IONISED VAPOUR SOURCE This invention relates to a vapour source which may be used in a variety of modes; namely the balanced magnetron mode, the unbalanced magnetron mode, the random cathodic arc mode, and the magnetically confined cathodic arc mode.

Apparatus for producing ionized vapour from solid, single or multiple part electrically conductive targets is used for the purposes of deposition on to, or heating or sputter cleaning of, substrates. Such apparatus may be used to apply wear resistant, corrosion resistant, decorative, optical or other coatings.

There are many methods of producing ionized vapour from solid material for coating purposes. Of those which do not involve large-scale thermal melting of the source material, two of the most well known are magnetron sputtering and cathodic arc evaporation.

Sputtering involves subjecting a target of the coating material to bombardment by ions and neutral atoms in a low pressure glow discharge plasma, usually of a inert gas. This bombardment, produced by holding the target at a high negative potential (usually several hundred volts) causes atoms and ions of the target material to be ejected from the target. The target also emits electrons, which then contribute to the ionisation of the plasma. The important feature of the magnetron is a magnetic field which causes the path of the emitted electrons to be constrained in particular paths, causing greater ionisation of the plasma close to the surface of the target and hence increasing the sputtering rate. In an important variation of the magnetron, the central or outer poles of the magnet assembly are weakened in such a way as to allow some of the electrons to escape.This allows controllable increase of ionization of the coating flux to the substrate. The magnetic field may be moved in the plane of the target in order to effect more uniform sputtering of the full target area.

Cathodic arc evaporation operates by the action of a high current (usually greater than 20A) on the target in a low voltage (typically 30V) glow discharge. In the arc discharge, the entire current is carried to the target through one or more small, highly luminous cathode spots.

At these spots the current density is sufficiently high that the material is instantaneously converted to vapour, a large fraction of which is ionized. The cathode spots move in a random fashion (random arc mode) unless constrained by a magnetic field (steered arc mode).

The major problem with current cathodic arc vapour sources is that they produce undesirable droplets of molten material in addition to the desired vapour. These droplets are emitted when the cathode spot lingers in the same region of the target, causing the local temperature to rise. An effective method of reducing this problem is to apply a magnetic field to the target. This causes the cathode spot to move in a direction perpendicular to the field, at a velocity dependent upon the field strength. By suitable arrangement of magnets, the cathode spot motion may be constrained to a closed path. This ensures that the spot is prevented from causing local overheating of the target and thus reduces droplet formation.Provision for movement of the magnetic fields allows the cathode spot to be guided around the target as required, for example for evaporation layers of different material from a multi-part cathode.

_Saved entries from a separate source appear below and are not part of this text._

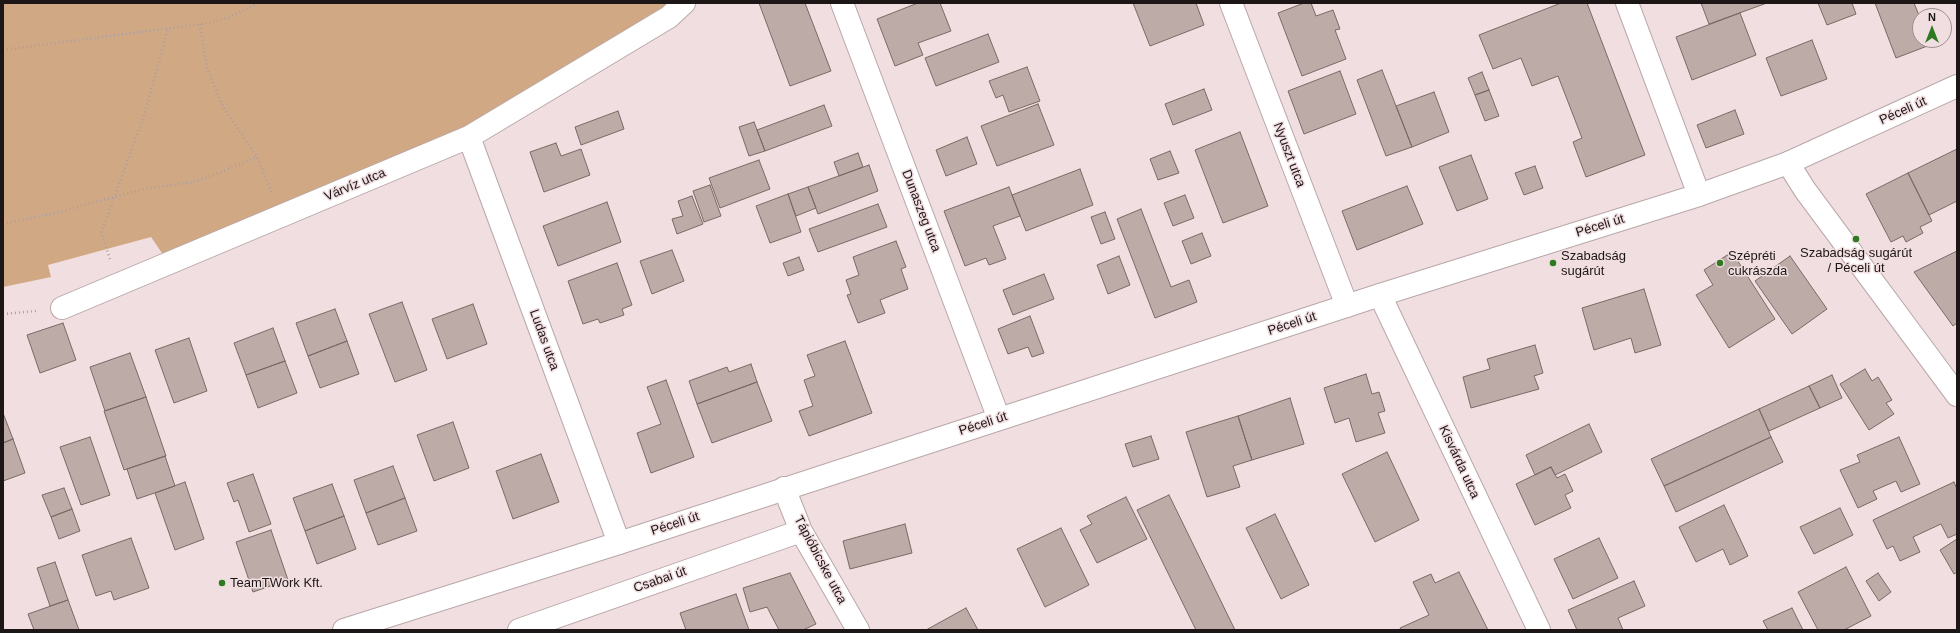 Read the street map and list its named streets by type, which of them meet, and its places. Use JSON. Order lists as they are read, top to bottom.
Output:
{
  "streets": {
    "street": [
      "Péceli út",
      "Nyuszt utca",
      "Várvíz utca",
      "Dunaszeg utca",
      "Ludas utca",
      "Kisvárda utca",
      "Tápióbicske utca",
      "Csabai út"
    ]
  },
  "crossings": [
    ["Péceli út", "Nyuszt utca"],
    ["Péceli út", "Dunaszeg utca"],
    ["Péceli út", "Ludas utca"],
    ["Péceli út", "Kisvárda utca"],
    ["Péceli út", "Tápióbicske utca"],
    ["Várvíz utca", "Ludas utca"],
    ["Tápióbicske utca", "Csabai út"]
  ],
  "places": [
    "Szabadság sugárút / Péceli út",
    "Szabadság sugárút",
    "Szépréti cukrászda",
    "TeamTWork Kft."
  ],
  "north": "top"
}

Known in the art are deposition apparatuses for random (unsteered) arc evaporation (see Snaper, UK Patent No. 1 263 830), steered arc deposition (see Ramalingam, world patent WO/85/03954), magnetron sputtering (see Thornton, Surface Engineering 2(4) (1986) p.283), magnetically steered magnetron sputtering (see Garrett, US Patent No. 4 552 639) and unbalanced magnetron sputtering (see Window and Savvides, J. Vac. Sci. Technol. A 4(3) (1986) p453).

It is an object of the present invention to provide in a single unit a source of ionized vapour which may be operated without modification in any of the above modes and which may be electrically switched between operating modes as desired without the necessity of breaking the seal of the vacuum chamber in which it is fitted. In a previous publication (Robinson and Matthews, Surface and Coatings Technology, 43/44 (1990) pp288-298), an earlier form of source was described. However, this source did not allow for change of operation between all modes without some disassembly.

In particular, for variation between balanced and unbalanced magnetron modes, the inner magnet assembly needed to be removed. A similar problem would have existed in variation between steered and unsteered cathodic arc modes. The most significant change in apparatus was between magnetron and cathodic arc modes. The earthed shield required in the magnetron assembly to protect certain parts of the assembly from sputtering. This earthed shield needed to be located less than the cathode fall distance from the cathode to be effective for its function. However, this meant that in the cathodic arc mode, the arc had the possibility of escape through the shield. To prevent this, the shield was partly disassembled, with the rest of the shield protected by additional PTFE insulation.This vapour source could not solve the problem of the existing art in that it could not be used freely in any of the desired sputtering modes; disassembly and reconstruction were required to change between different modes.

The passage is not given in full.